▶ _PROBLEM STATEMENT_: Print exactly the lines below between the line holding "Please mark all labels, markers" and the line holding "Where are all labels, symbols and controls in the map", inclusive, and nothing more.

▶ _PROVIDED ENTRIES_:
== Segment start ==

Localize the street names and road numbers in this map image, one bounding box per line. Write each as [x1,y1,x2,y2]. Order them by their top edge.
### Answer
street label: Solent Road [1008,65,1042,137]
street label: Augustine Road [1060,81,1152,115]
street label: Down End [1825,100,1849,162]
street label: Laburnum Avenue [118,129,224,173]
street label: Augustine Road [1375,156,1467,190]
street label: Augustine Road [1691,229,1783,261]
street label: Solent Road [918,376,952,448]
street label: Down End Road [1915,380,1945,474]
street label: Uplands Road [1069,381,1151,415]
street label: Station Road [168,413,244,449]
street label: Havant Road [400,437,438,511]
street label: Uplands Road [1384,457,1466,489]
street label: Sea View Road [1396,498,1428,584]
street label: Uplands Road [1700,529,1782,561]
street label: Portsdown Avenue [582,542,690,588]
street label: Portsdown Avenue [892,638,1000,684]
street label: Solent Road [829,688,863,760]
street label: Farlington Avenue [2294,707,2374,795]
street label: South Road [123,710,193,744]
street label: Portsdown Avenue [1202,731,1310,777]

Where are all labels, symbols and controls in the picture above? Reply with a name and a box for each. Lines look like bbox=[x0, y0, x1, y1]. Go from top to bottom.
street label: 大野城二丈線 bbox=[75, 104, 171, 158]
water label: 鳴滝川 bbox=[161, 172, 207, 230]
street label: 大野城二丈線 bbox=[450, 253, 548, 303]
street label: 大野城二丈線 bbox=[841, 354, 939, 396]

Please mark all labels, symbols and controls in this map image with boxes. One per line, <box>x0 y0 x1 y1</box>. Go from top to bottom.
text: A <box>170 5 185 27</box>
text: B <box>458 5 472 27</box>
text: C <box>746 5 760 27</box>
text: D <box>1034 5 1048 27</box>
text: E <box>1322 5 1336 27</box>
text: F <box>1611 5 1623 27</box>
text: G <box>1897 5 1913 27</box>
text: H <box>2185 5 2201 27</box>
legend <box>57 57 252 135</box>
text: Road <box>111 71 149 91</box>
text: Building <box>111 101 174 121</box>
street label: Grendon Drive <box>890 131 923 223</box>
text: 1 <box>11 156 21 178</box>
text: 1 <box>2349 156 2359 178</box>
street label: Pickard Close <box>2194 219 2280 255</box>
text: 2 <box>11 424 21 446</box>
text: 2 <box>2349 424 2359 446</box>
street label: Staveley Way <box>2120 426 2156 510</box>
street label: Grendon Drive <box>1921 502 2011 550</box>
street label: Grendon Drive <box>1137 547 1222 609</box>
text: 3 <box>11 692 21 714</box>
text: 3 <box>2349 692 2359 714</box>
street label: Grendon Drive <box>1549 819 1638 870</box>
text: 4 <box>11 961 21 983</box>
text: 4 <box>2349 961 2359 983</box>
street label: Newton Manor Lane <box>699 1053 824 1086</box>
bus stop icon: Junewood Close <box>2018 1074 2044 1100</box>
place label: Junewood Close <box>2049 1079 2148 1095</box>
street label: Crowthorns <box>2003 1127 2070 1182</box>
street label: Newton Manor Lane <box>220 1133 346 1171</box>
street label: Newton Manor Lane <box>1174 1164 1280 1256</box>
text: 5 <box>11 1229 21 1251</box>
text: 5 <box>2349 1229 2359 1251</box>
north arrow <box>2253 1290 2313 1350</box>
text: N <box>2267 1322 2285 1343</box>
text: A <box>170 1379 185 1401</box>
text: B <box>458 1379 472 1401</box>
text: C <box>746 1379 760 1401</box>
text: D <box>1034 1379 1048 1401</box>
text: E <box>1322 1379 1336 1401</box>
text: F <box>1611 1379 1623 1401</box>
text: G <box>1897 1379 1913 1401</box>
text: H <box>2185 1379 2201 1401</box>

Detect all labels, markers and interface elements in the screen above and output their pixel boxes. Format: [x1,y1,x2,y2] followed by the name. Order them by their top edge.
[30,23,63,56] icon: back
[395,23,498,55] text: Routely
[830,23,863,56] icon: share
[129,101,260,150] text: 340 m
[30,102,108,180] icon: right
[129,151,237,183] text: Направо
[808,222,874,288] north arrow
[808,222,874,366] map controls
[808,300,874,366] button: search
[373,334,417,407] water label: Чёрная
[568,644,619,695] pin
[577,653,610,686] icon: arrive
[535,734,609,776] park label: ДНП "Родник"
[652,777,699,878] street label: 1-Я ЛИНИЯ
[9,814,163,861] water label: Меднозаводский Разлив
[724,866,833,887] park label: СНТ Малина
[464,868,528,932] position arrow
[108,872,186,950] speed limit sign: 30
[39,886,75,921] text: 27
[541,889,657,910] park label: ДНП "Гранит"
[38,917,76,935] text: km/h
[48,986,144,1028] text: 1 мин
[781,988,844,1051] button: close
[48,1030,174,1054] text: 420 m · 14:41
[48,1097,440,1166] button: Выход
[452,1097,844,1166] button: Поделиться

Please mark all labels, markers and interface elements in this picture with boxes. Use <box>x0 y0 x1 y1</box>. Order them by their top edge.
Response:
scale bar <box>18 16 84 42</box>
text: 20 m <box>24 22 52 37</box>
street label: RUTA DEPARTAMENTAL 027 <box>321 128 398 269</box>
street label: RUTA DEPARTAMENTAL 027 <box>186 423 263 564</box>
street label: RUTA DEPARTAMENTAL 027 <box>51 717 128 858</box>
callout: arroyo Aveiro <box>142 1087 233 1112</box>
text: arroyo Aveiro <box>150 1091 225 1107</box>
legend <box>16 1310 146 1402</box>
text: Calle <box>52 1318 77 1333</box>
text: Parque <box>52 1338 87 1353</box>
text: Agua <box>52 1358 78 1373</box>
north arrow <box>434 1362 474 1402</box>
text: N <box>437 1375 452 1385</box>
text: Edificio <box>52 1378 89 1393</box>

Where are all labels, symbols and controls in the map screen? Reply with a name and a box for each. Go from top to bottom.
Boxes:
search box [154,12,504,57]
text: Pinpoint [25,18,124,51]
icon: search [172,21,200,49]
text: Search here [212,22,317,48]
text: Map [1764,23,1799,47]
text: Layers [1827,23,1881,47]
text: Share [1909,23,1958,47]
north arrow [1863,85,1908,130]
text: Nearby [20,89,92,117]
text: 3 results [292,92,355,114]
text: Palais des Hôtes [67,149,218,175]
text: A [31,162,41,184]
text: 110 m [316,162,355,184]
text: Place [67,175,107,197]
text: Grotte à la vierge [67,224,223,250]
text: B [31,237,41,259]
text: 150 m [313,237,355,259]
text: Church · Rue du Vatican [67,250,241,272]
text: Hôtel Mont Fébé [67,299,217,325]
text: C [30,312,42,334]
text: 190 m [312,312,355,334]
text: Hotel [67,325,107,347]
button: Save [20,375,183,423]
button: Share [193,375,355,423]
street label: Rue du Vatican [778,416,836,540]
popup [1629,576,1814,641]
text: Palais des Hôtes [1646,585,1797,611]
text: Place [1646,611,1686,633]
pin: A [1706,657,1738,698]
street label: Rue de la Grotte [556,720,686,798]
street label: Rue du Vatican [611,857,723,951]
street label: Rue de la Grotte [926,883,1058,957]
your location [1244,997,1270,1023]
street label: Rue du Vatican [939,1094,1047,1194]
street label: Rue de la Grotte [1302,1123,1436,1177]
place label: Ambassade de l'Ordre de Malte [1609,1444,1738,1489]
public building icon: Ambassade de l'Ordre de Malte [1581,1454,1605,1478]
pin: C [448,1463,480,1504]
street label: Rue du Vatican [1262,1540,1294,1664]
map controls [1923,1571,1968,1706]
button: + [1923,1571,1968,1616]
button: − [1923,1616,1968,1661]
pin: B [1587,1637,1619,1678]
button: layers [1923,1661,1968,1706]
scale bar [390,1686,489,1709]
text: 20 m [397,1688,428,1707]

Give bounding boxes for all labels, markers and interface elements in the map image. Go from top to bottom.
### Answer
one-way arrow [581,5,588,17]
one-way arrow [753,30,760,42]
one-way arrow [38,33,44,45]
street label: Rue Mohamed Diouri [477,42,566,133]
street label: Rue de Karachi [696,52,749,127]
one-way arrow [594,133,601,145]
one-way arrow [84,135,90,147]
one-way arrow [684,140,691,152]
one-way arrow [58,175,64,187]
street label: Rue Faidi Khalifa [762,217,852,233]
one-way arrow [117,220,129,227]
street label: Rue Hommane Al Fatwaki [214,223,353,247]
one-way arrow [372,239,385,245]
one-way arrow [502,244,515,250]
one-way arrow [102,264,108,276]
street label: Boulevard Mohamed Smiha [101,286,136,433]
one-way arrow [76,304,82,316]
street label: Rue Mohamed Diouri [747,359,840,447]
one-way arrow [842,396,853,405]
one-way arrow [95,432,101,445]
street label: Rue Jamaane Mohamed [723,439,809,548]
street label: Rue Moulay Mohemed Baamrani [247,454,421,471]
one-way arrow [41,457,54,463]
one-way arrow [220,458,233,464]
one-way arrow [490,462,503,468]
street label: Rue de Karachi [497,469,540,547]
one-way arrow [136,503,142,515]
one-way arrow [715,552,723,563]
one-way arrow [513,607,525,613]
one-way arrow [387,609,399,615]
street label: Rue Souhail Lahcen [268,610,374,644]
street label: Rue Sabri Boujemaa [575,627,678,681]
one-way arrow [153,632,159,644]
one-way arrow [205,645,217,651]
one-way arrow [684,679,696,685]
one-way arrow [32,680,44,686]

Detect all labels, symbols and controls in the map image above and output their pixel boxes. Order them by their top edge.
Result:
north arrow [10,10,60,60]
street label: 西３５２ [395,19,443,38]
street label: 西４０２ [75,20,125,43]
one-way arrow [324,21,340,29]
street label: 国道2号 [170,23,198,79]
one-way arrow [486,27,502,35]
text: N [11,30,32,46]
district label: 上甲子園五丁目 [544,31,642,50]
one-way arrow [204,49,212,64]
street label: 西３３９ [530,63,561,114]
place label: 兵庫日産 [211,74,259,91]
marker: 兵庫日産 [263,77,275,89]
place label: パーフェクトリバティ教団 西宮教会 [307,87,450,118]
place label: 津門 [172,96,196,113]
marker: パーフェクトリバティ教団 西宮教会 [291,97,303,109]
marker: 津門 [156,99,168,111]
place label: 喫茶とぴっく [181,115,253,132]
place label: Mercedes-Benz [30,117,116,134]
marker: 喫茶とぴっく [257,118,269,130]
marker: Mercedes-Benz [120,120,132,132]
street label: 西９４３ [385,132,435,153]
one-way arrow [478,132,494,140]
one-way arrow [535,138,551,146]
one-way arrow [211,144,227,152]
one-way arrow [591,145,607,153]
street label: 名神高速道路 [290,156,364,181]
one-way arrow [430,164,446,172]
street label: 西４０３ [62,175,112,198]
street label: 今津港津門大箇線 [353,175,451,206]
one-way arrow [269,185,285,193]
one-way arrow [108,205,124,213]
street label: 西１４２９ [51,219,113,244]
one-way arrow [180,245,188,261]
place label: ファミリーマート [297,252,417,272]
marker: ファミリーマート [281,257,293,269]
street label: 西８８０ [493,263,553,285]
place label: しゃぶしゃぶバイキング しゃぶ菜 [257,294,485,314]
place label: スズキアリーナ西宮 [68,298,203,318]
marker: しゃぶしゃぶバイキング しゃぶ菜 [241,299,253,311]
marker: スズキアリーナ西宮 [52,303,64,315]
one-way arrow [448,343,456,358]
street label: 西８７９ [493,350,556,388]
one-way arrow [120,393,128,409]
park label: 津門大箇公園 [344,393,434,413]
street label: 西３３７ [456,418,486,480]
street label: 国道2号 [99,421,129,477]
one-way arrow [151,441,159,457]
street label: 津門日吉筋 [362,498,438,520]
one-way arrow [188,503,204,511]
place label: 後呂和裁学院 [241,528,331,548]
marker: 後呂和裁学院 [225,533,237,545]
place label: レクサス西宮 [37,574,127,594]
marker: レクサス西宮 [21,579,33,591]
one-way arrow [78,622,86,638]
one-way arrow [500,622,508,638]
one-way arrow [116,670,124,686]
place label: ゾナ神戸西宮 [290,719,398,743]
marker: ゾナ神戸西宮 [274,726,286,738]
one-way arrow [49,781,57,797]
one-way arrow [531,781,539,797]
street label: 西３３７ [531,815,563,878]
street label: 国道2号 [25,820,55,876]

== Segment end ==

▶ _RESPONSE TO THE TASK_:
Please mark all labels, markers and interface elements in this picture with boxes. Use <box>x0 y0 x1 y1</box>. Order them by their top edge.
Response:
scale bar <box>18 16 84 42</box>
text: 20 m <box>24 22 52 37</box>
street label: RUTA DEPARTAMENTAL 027 <box>321 128 398 269</box>
street label: RUTA DEPARTAMENTAL 027 <box>186 423 263 564</box>
street label: RUTA DEPARTAMENTAL 027 <box>51 717 128 858</box>
callout: arroyo Aveiro <box>142 1087 233 1112</box>
text: arroyo Aveiro <box>150 1091 225 1107</box>
legend <box>16 1310 146 1402</box>
text: Calle <box>52 1318 77 1333</box>
text: Parque <box>52 1338 87 1353</box>
text: Agua <box>52 1358 78 1373</box>
north arrow <box>434 1362 474 1402</box>
text: N <box>437 1375 452 1385</box>
text: Edificio <box>52 1378 89 1393</box>

Where are all labels, symbols and controls in the map screen? Reply with a name and a box for each. Go from top to bottom.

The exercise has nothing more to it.